I’m troubleshooting a nasty Python / Pandas / Dependency problem and want to go back in time, that is, recreate an earlier Python environment from when the code is thought to have worked.
In the interest of keeping this as simple as possible, I’m starting from a (Windows) machine which had never seen Python before and has no custom environments, a clean throwaway environment.
Starting with this:
C:dev>python --version
Python 3.9.9
C:dev>pip3 list
Package Version
------- -------
pip 23.1.2
And now,
pip3 install pandas==0.25.3
which chugs along and eventually produces an error message from a MS C compiler, the key phrase being "NUMPY_IMPORT_ARRAY_RETVAL". Attempts on a Linux system produce similar error message.
objToJSON.c
pandas/_libs/src/ujson/python/objToJSON.c(181): error C2065: 'NUMPY_IMPORT_ARRAY_RETVAL': undeclared identifier
pandas/_libs/src/ujson/python/objToJSON.c(181): warning C4047: 'return': 'void *' differs in levels of indirection from 'int'
pandas/_libs/src/ujson/python/objToJSON.c(479): warning C4267: 'function': conversion from 'size_t' to 'int', possible loss of data
pandas/_libs/src/ujson/python/objToJSON.c(680): warning C4244: '=': conversion from 'npy_intp' to 'int', possible loss of data
pandas/_libs/src/ujson/python/objToJSON.c(959): warning C4244: '=': conversion from 'Py_ssize_t' to 'int', possible loss of data
pandas/_libs/src/ujson/python/objToJSON.c(1050): warning C4244: '=': conversion from 'npy_intp' to 'int', possible loss of data
pandas/_libs/src/ujson/python/objToJSON.c(1844): warning C4244: '=': conversion from 'npy_float64' to 'npy_int64', possible loss of data
error: command 'C:\Program Files\Microsoft Visual Studio\2022\Community\VC\Tools\MSVC\14.35.32215\bin\HostX86\x64\cl.exe' failed with exit code 2
[end of output]
note: This error originates from a subprocess, and is likely not a problem with pip.
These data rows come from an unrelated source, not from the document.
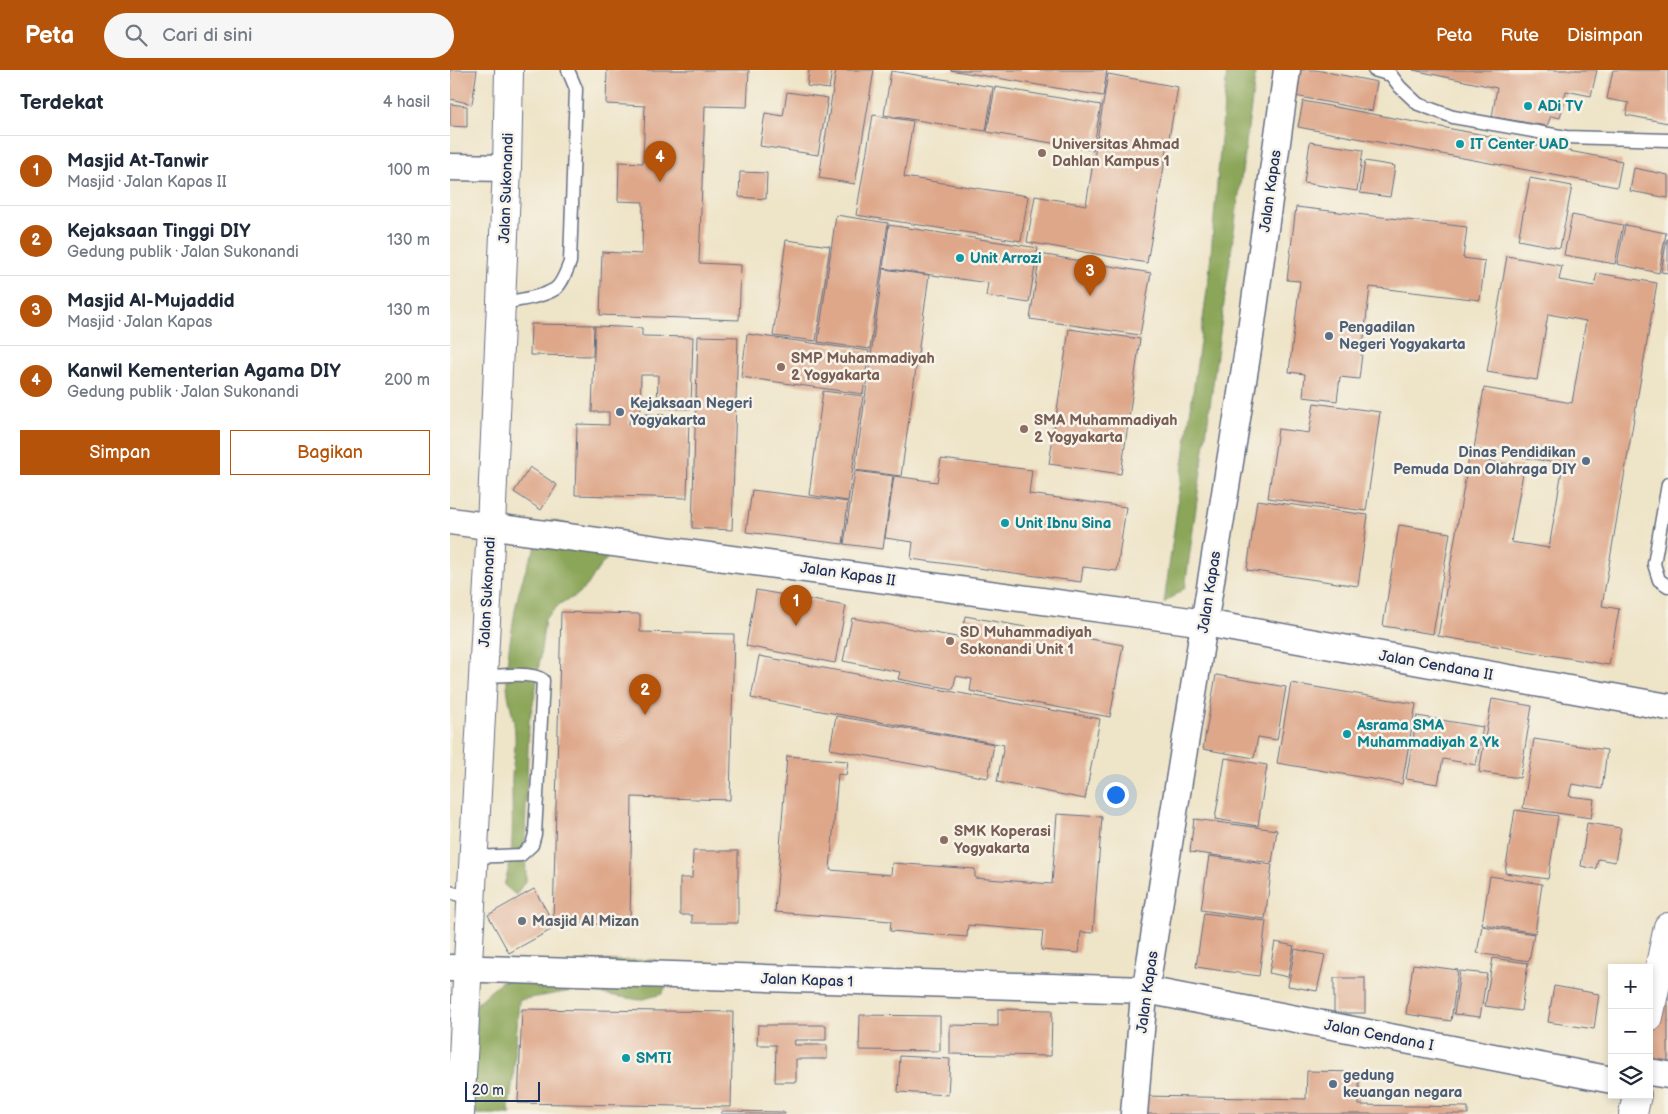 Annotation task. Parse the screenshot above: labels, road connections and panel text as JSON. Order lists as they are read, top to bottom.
{
  "streets": {
    "street": [
      "Jalan Sukonandi",
      "Jalan Kapas",
      "Jalan Kapas II",
      "Jalan Cendana II",
      "Jalan Kapas 1",
      "Jalan Cendana I"
    ]
  },
  "crossings": [
    ["Jalan Sukonandi", "Jalan Kapas II"],
    ["Jalan Sukonandi", "Jalan Kapas 1"],
    ["Jalan Kapas", "Jalan Kapas II"],
    ["Jalan Kapas", "Jalan Cendana II"],
    ["Jalan Kapas", "Jalan Kapas 1"],
    ["Jalan Kapas", "Jalan Cendana I"],
    ["Jalan Kapas II", "Jalan Cendana II"],
    ["Jalan Kapas 1", "Jalan Cendana I"]
  ],
  "places": [
    "ADi TV",
    "IT Center UAD",
    "Universitas Ahmad Dahlan Kampus 1",
    "Unit Arrozi",
    "Pengadilan Negeri Yogyakarta",
    "SMP Muhammadiyah 2 Yogyakarta",
    "Kejaksaan Negeri Yogyakarta",
    "SMA Muhammadiyah 2 Yogyakarta",
    "Dinas Pendidikan Pemuda Dan Olahraga DIY",
    "Unit Ibnu Sina",
    "SD Muhammadiyah Sokonandi Unit 1",
    "Asrama SMA Muhammadiyah 2 Yk",
    "SMK Koperasi Yogyakarta",
    "Masjid Al Mizan",
    "SMTI",
    "gedung keuangan negara"
  ],
  "scale_bar": "20 m",
  "page": {
    "header": "Peta",
    "search": "Cari di sini",
    "nav": ["Peta", "Rute", "Disimpan"],
    "heading": ["Terdekat", "4 hasil"],
    "list": [
      {
        "mark": "1",
        "name": "Masjid At-Tanwir",
        "note": "Masjid · Jalan Kapas II",
        "value": "100 m"
      },
      {
        "mark": "2",
        "name": "Kejaksaan Tinggi DIY",
        "note": "Gedung publik · Jalan Sukonandi",
        "value": "130 m"
      },
      {
        "mark": "3",
        "name": "Masjid Al-Mujaddid",
        "note": "Masjid · Jalan Kapas",
        "value": "130 m"
      },
      {
        "mark": "4",
        "name": "Kanwil Kementerian Agama DIY",
        "note": "Gedung publik · Jalan Sukonandi",
        "value": "200 m"
      }
    ],
    "pins": [
      "4",
      "3",
      "1",
      "2"
    ],
    "buttons": ["Simpan", "Bagikan"],
    "map_buttons": ["+", "−"],
    "scale": "20 m"
  }
} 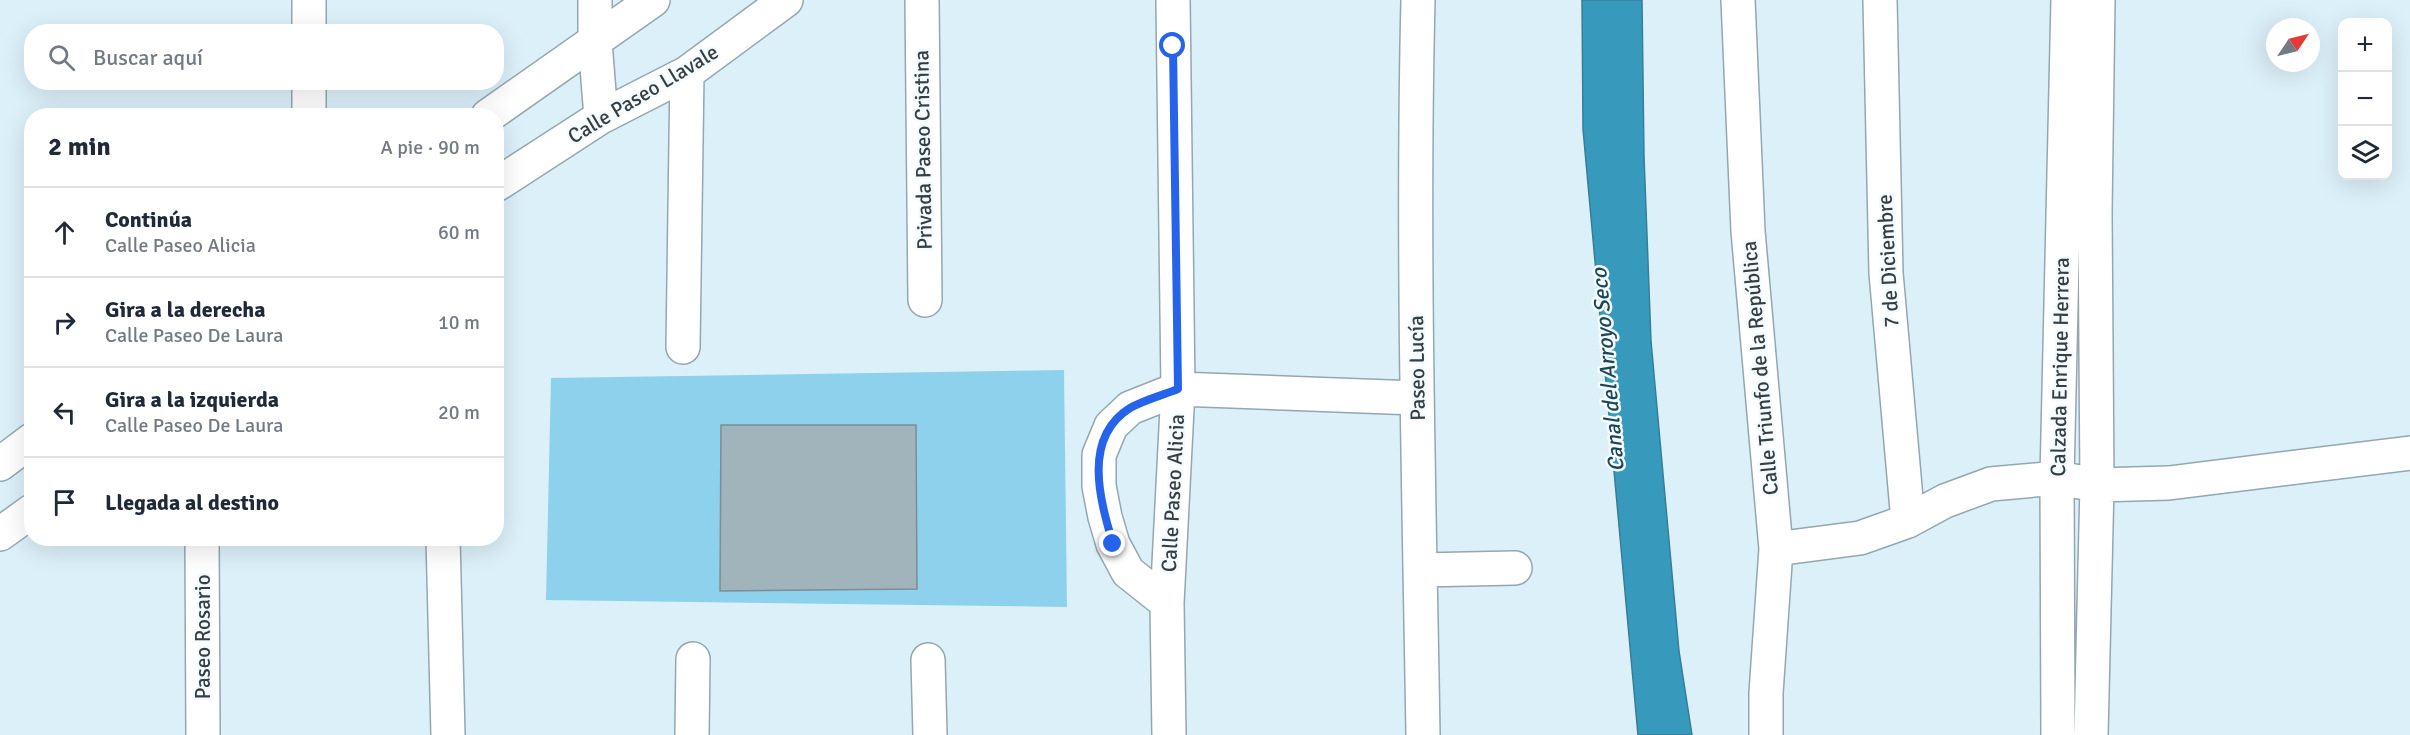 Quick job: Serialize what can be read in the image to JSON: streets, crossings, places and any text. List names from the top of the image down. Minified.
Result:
{"streets":{"street":["Calle Paseo Llavale","Privada Paseo Cristina","7 de Diciembre","Calzada Enrique Herrera","Paseo Lucía","Calle Triunfo de la República","Calle Paseo Alicia","Paseo Rosario"]},"water":["Canal del Arroyo Seco"],"north":"top right","page":{"map_buttons":["+","−"],"search":"Buscar aquí","heading":["2 min","A pie · 90 m"],"list":[["Continúa","Calle Paseo Alicia","60 m"],["Gira a la derecha","Calle Paseo De Laura","10 m"],["Gira a la izquierda","Calle Paseo De Laura","20 m"],"Llegada al destino"]}}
ERROR: Failed building wheel for pandas
Failed to build pandas
ERROR: Could not build wheels for pandas, which is required to install pyproject.toml-based projects
Similar question here: use of undeclared identifier 'NUMPY_IMPORT_ARRAY_RETVAL' return NUMPY_IMPORT_ARRAY_RETVAL;
Github: https://github.com/pandas-dev/pandas/issues/34969, https://github.com/pysat/pysat/issues/588
The Github discussions mentions an earlier version of Numpy, so let’s go ahead and try 1.17.4.
Package Version
------- -------
numpy 1.17.4
pip 23.1.2
Now let’s try
C:dev>pip3 install pandas==0.25.3
I get the same error as above, NUMPY_IMPORT_ARRAY_RETVAL etc.
Suggestions?
2
Answers
My approach, in the end, was to go to Pandas 3.8 as implicitly suggested by 9769953 (pity, 3.9 would have solved other problems elsewhere) and install
numpy==1.17.2
andpandas==0.25.3
.As for getting my application working, an intervening install of matplotlib forced the installation of an unwanted newer numpy, but once I settled on an older matplotlib, the application "worked", proving once again that nightmares really can come true as this entire downgrade exercise did expose an error in the application.
I would have guessed that the error was caused by a mismatch in a .c vs a .h file but was surprised (but not shocked) that a different Python version influenced external C code (my dumb).
Welcome to dependency hell.
Usually, your package manager such as pip/conda manage the dependencies, but sometimes their dependency graph database is flawed.
Here is my process of getting pandas 0.25.3 working with conda(mambaforge). By default it installs numpy 1.24, which unfortunately errors out giving a message why.
Follow the message and use numpy 1.19 instead, then pandas could be imported.